The Court, however, does note that just over two years had passed between Dr. Harding's opinion and the hearing date, which raises the question as to whether Dr. Harding's opinion may be rendered stale. As stated, both parties concede that, in rendering his decision, Dr. Harding did not review the entire medical record. See Dkt. No. 9 at 23; Dkt. No. 10 at 16, 17. However, the passage of time does not automatically invalidate a medical opinion; instead, "[f]or a medical opinion to be stale, there must not only be a significant period of time between the date of the opinion and the hearing date, there also must be subsequent treatment notes indicat[ing] a claimant's condition has deteriorated over that period." Gualtieri o/b/o M.J.G. v. Comm'r of Soc. Sec., No. 1:17-CV-821, 2019 WL 3497917, at *7 (W.D.N.Y. Aug. 1, 2019) (internal quotation marks and citations omitted). The Court finds that the ALJ did not err in relying on Dr. Harding's opinion, despite the fact that he did not have the entire medical record before him when he rendered the opinion.

There is no indication in the subsequent treatment notes that plaintiff's mental limitations "significant[ly] deteriorated" after Dr. Harding's February 2015 medical opinion. See Welsh v.
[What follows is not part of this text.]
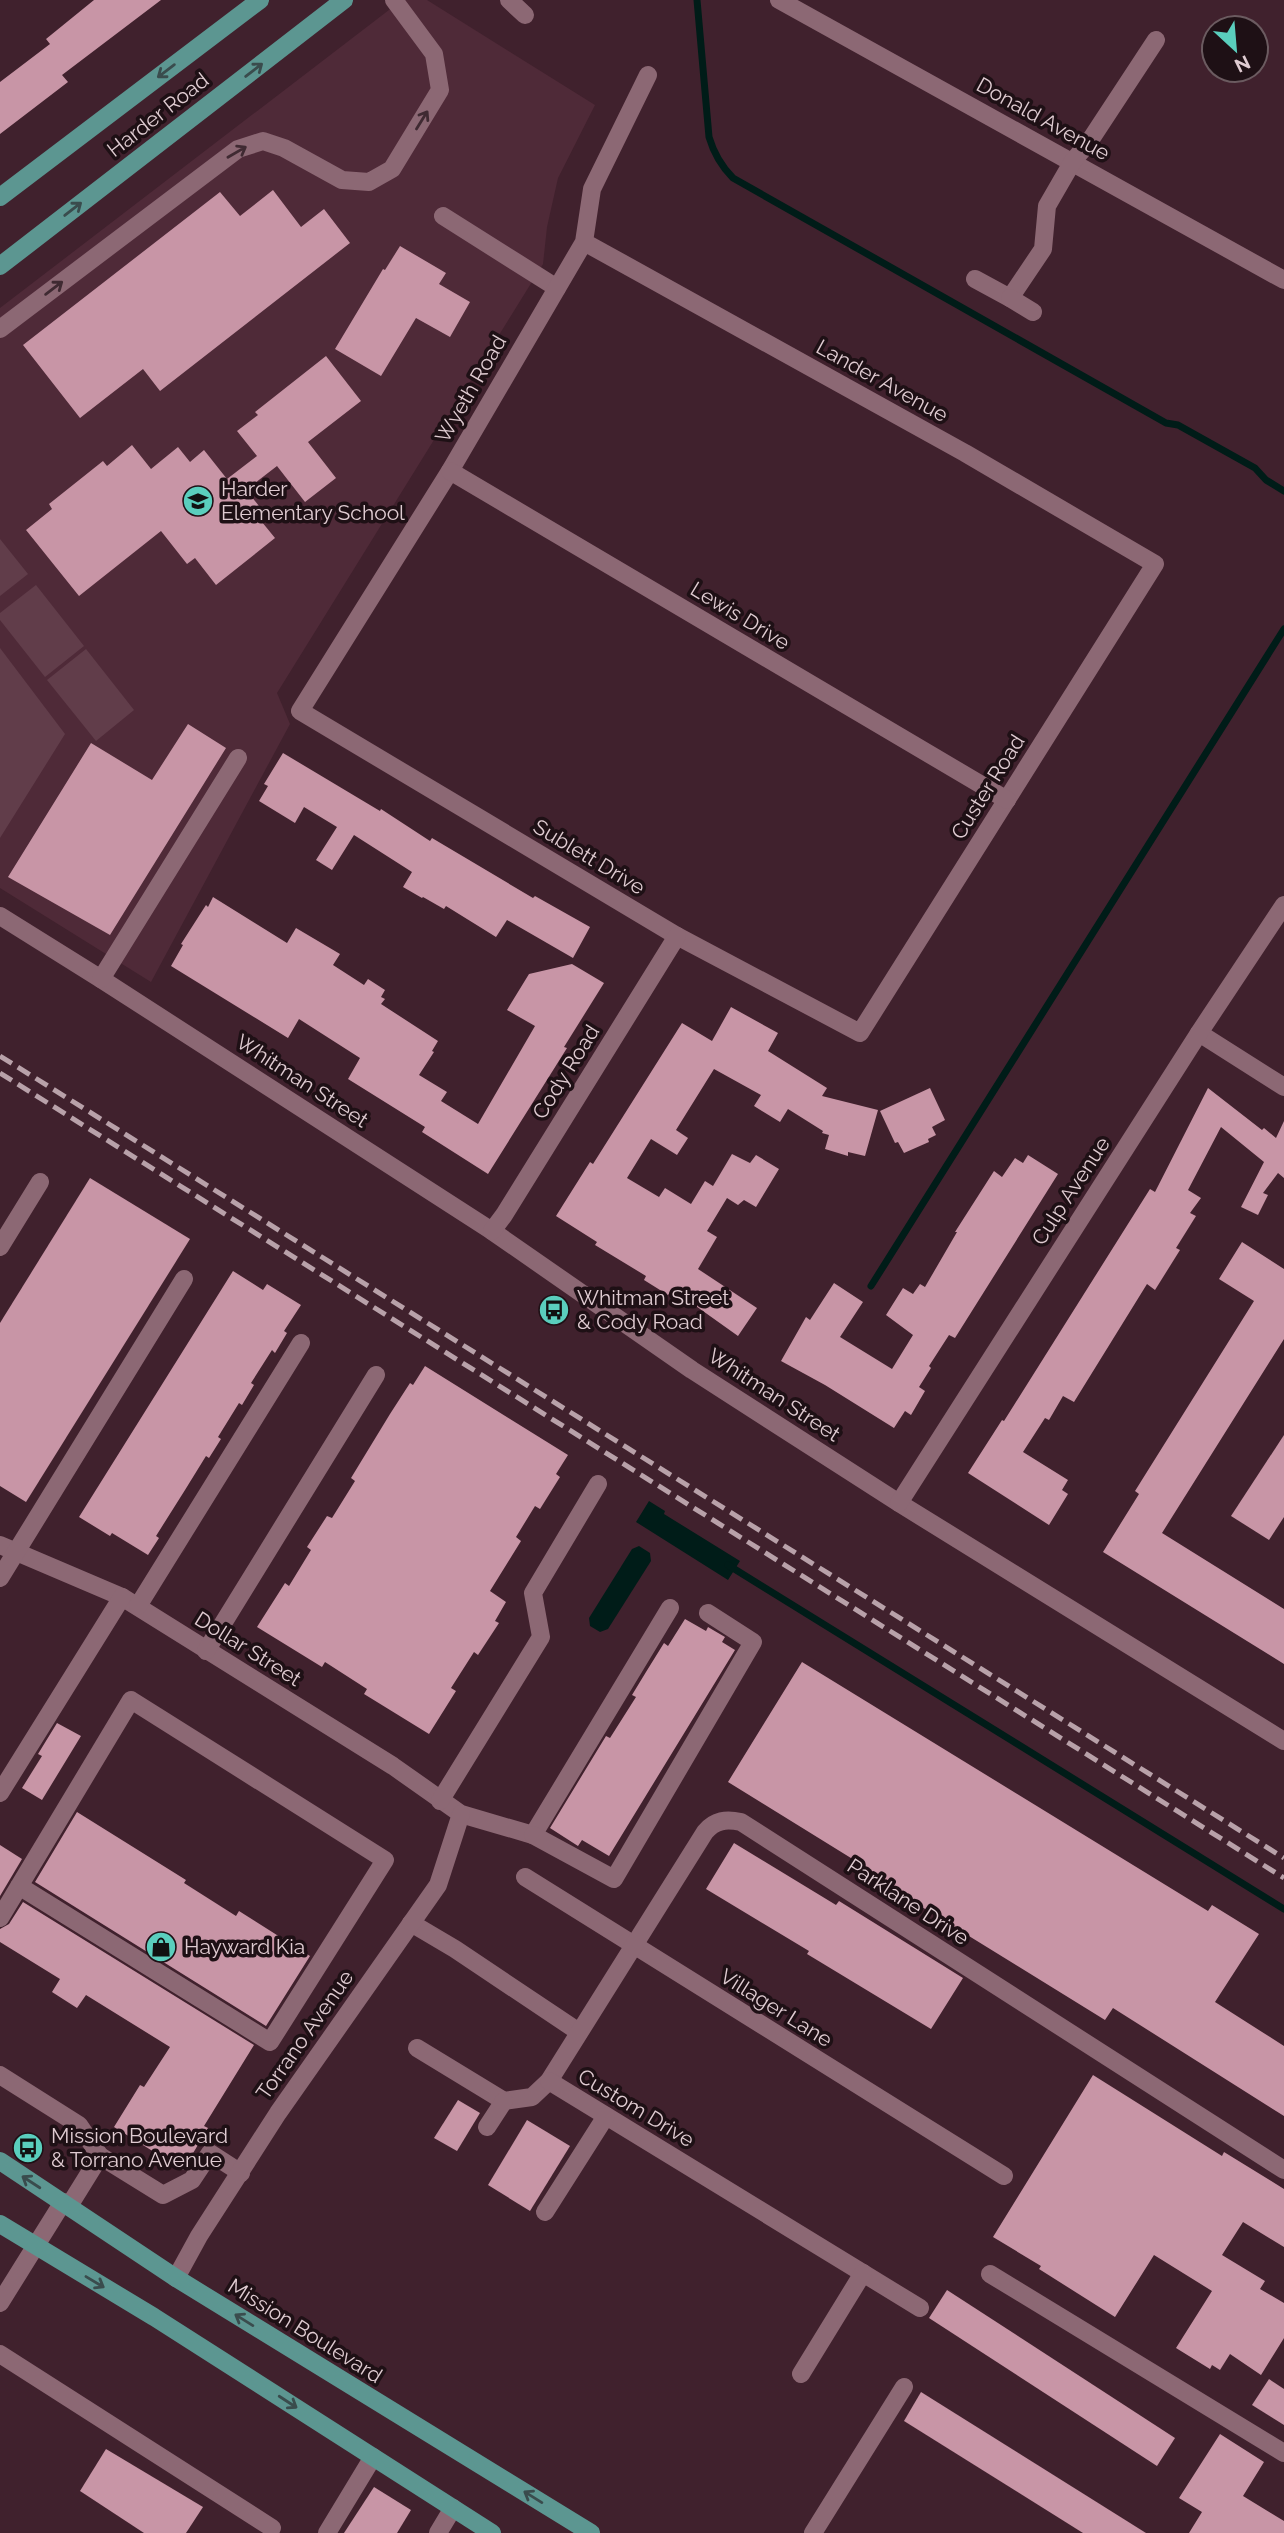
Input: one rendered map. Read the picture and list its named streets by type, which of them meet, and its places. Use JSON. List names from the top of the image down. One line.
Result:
{"streets":{"main road":["Harder Road","Mission Boulevard"],"street":["Donald Avenue","Lander Avenue","Wyeth Road","Lewis Drive","Custer Road","Sublett Drive","Cody Road","Whitman Street","Culp Avenue","Dollar Street","Parklane Drive","Villager Lane","Torrano Avenue","Custom Drive"]},"crossings":[["Lander Avenue","Wyeth Road"],["Lander Avenue","Custer Road"],["Wyeth Road","Lewis Drive"],["Wyeth Road","Sublett Drive"],["Lewis Drive","Custer Road"],["Custer Road","Sublett Drive"],["Sublett Drive","Cody Road"],["Cody Road","Whitman Street"],["Whitman Street","Culp Avenue"],["Dollar Street","Torrano Avenue"],["Parklane Drive","Villager Lane"],["Parklane Drive","Custom Drive"],["Torrano Avenue","Mission Boulevard"]],"places":{"school or university":["Harder Elementary School"],"bus stop":["Whitman Street & Cody Road","Mission Boulevard & Torrano Avenue"],"shop":["Hayward Kia"]},"north":"bottom right"}
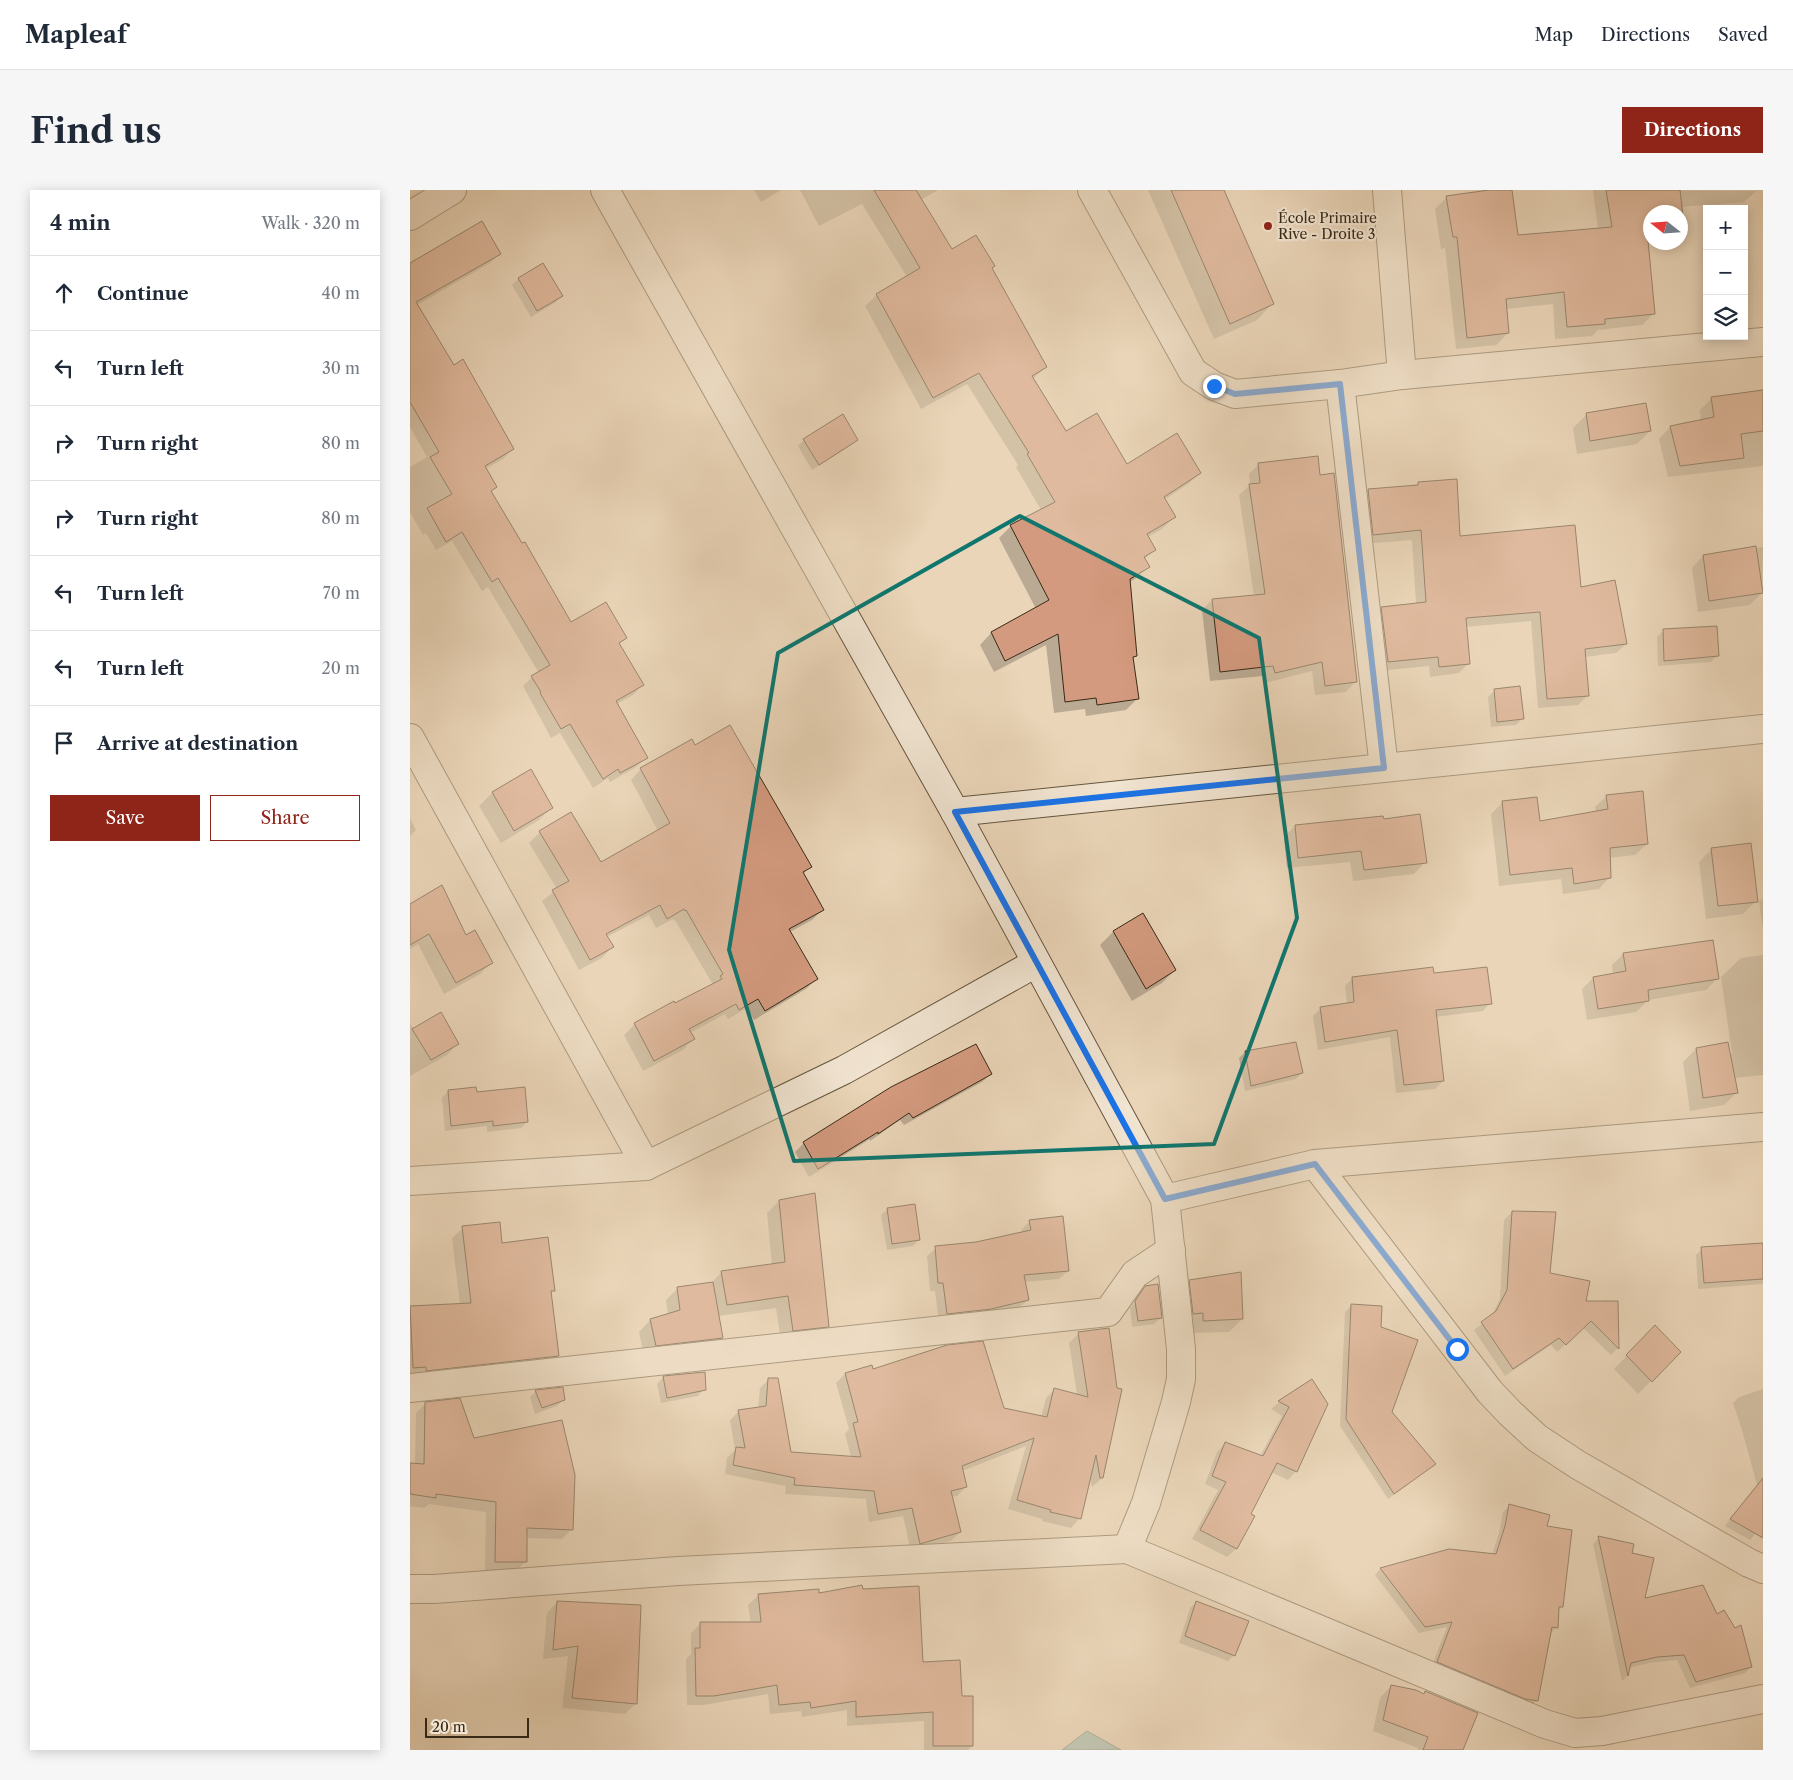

Colvin, No. 14-CV-6715P, 2016 WL 836081, at *12 (W.D.N.Y. Mar. 4, 2016); T. 497-633 (detailing plaintiff's treatment notes from March 4, 2015 through April 7, 2017). In fact, plaintiff indicated in her brief that "[h]er same symptoms [from 2014 and 2015] [ ] persist[ed] into 2016 and 2017." Dkt. No. 9 at 9. Plaintiff's medical records demonstrate that she indicated that she was doing "okay" on various occasions throughout the relevant period, and that her counseling sessions had been beneficial. See, e.g., T. 507, 511, 513, 519, 530, 544, 548, 552, 559, 566, 589. She also described herself as being in a good mood. See id. at 527.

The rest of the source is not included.